WHAT IS EXPECTED: Print the listing again exactly, leaving nothing out.

DATASET RECORDS:
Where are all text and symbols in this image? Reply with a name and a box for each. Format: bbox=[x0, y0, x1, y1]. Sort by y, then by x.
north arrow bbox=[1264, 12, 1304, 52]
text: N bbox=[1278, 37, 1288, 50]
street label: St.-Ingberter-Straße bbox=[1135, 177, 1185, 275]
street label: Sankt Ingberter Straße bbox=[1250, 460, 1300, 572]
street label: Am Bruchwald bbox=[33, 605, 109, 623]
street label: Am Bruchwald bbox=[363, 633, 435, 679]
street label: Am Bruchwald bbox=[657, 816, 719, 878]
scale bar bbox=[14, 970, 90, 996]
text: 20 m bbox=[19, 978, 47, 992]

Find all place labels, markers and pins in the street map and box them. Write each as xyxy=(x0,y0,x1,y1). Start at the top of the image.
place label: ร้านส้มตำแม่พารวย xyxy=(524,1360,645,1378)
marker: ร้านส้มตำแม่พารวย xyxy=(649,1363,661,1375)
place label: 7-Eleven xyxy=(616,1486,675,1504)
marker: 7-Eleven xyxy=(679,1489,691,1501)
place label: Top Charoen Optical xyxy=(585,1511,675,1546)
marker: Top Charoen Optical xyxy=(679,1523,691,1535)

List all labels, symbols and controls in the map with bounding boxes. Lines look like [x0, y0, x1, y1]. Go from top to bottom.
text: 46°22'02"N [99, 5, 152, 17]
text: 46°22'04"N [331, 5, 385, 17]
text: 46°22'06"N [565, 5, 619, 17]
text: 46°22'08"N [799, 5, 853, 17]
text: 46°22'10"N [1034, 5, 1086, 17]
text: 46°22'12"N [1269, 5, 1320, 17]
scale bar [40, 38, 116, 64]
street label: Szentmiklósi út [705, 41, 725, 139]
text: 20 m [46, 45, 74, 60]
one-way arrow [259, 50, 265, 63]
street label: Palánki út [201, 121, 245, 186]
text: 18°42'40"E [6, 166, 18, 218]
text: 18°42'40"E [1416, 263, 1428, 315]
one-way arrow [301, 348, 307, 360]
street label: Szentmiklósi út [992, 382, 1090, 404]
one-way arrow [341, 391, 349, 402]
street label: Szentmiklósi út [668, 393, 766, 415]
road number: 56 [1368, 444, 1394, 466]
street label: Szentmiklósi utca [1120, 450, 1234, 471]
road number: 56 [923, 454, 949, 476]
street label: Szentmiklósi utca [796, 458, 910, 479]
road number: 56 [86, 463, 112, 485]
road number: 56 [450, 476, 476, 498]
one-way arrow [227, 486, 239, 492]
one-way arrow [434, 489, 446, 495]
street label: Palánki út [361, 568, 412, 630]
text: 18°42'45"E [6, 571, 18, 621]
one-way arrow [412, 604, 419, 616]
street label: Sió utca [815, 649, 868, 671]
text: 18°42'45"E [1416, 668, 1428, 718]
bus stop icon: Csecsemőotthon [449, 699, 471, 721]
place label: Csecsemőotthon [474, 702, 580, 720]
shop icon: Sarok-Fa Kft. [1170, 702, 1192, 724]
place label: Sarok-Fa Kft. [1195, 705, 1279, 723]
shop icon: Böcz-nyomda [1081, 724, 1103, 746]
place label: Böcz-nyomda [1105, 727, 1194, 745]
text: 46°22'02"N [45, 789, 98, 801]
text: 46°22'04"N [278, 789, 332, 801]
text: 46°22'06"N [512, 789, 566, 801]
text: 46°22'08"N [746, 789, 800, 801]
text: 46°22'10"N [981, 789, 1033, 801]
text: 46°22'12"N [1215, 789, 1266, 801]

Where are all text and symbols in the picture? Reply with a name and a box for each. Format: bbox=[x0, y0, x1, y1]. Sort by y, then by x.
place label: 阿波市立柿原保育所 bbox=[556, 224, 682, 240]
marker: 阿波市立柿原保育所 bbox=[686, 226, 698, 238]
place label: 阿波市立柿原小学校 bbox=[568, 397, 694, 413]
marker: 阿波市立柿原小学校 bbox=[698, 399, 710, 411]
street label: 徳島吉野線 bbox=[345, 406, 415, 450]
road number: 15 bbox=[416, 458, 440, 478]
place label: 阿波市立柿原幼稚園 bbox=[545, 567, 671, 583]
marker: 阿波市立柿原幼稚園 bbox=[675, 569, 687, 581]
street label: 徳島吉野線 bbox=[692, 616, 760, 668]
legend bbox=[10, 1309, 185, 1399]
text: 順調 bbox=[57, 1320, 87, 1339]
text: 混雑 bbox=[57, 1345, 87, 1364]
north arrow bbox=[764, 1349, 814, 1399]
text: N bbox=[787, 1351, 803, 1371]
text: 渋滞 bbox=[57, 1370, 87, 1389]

SOLUTION BELOW:
Where are all text and symbols in this image? Reply with a name and a box for each. Format: bbox=[x0, y0, x1, y1]. Sort by y, then by x.
north arrow bbox=[1264, 12, 1304, 52]
text: N bbox=[1278, 37, 1288, 50]
street label: St.-Ingberter-Straße bbox=[1135, 177, 1185, 275]
street label: Sankt Ingberter Straße bbox=[1250, 460, 1300, 572]
street label: Am Bruchwald bbox=[33, 605, 109, 623]
street label: Am Bruchwald bbox=[363, 633, 435, 679]
street label: Am Bruchwald bbox=[657, 816, 719, 878]
scale bar bbox=[14, 970, 90, 996]
text: 20 m bbox=[19, 978, 47, 992]

Find all place labels, markers and pins in the street map and box them. Write each as xyxy=(x0,y0,x1,y1). Start at the top of the image.
place label: ร้านส้มตำแม่พารวย xyxy=(524,1360,645,1378)
marker: ร้านส้มตำแม่พารวย xyxy=(649,1363,661,1375)
place label: 7-Eleven xyxy=(616,1486,675,1504)
marker: 7-Eleven xyxy=(679,1489,691,1501)
place label: Top Charoen Optical xyxy=(585,1511,675,1546)
marker: Top Charoen Optical xyxy=(679,1523,691,1535)

List all labels, symbols and controls in the map with bounding boxes. Lines look like [x0, y0, x1, y1]. Go from top to bottom.
text: 46°22'02"N [99, 5, 152, 17]
text: 46°22'04"N [331, 5, 385, 17]
text: 46°22'06"N [565, 5, 619, 17]
text: 46°22'08"N [799, 5, 853, 17]
text: 46°22'10"N [1034, 5, 1086, 17]
text: 46°22'12"N [1269, 5, 1320, 17]
scale bar [40, 38, 116, 64]
street label: Szentmiklósi út [705, 41, 725, 139]
text: 20 m [46, 45, 74, 60]
one-way arrow [259, 50, 265, 63]
street label: Palánki út [201, 121, 245, 186]
text: 18°42'40"E [6, 166, 18, 218]
text: 18°42'40"E [1416, 263, 1428, 315]
one-way arrow [301, 348, 307, 360]
street label: Szentmiklósi út [992, 382, 1090, 404]
one-way arrow [341, 391, 349, 402]
street label: Szentmiklósi út [668, 393, 766, 415]
road number: 56 [1368, 444, 1394, 466]
street label: Szentmiklósi utca [1120, 450, 1234, 471]
road number: 56 [923, 454, 949, 476]
street label: Szentmiklósi utca [796, 458, 910, 479]
road number: 56 [86, 463, 112, 485]
road number: 56 [450, 476, 476, 498]
one-way arrow [227, 486, 239, 492]
one-way arrow [434, 489, 446, 495]
street label: Palánki út [361, 568, 412, 630]
text: 18°42'45"E [6, 571, 18, 621]
one-way arrow [412, 604, 419, 616]
street label: Sió utca [815, 649, 868, 671]
text: 18°42'45"E [1416, 668, 1428, 718]
bus stop icon: Csecsemőotthon [449, 699, 471, 721]
place label: Csecsemőotthon [474, 702, 580, 720]
shop icon: Sarok-Fa Kft. [1170, 702, 1192, 724]
place label: Sarok-Fa Kft. [1195, 705, 1279, 723]
shop icon: Böcz-nyomda [1081, 724, 1103, 746]
place label: Böcz-nyomda [1105, 727, 1194, 745]
text: 46°22'02"N [45, 789, 98, 801]
text: 46°22'04"N [278, 789, 332, 801]
text: 46°22'06"N [512, 789, 566, 801]
text: 46°22'08"N [746, 789, 800, 801]
text: 46°22'10"N [981, 789, 1033, 801]
text: 46°22'12"N [1215, 789, 1266, 801]

Where are all text and symbols in the picture? Reply with a name and a box for each. Format: bbox=[x0, y0, x1, y1]. Sort by y, then by x.
place label: 阿波市立柿原保育所 bbox=[556, 224, 682, 240]
marker: 阿波市立柿原保育所 bbox=[686, 226, 698, 238]
place label: 阿波市立柿原小学校 bbox=[568, 397, 694, 413]
marker: 阿波市立柿原小学校 bbox=[698, 399, 710, 411]
street label: 徳島吉野線 bbox=[345, 406, 415, 450]
road number: 15 bbox=[416, 458, 440, 478]
place label: 阿波市立柿原幼稚園 bbox=[545, 567, 671, 583]
marker: 阿波市立柿原幼稚園 bbox=[675, 569, 687, 581]
street label: 徳島吉野線 bbox=[692, 616, 760, 668]
legend bbox=[10, 1309, 185, 1399]
text: 順調 bbox=[57, 1320, 87, 1339]
text: 混雑 bbox=[57, 1345, 87, 1364]
north arrow bbox=[764, 1349, 814, 1399]
text: N bbox=[787, 1351, 803, 1371]
text: 渋滞 bbox=[57, 1370, 87, 1389]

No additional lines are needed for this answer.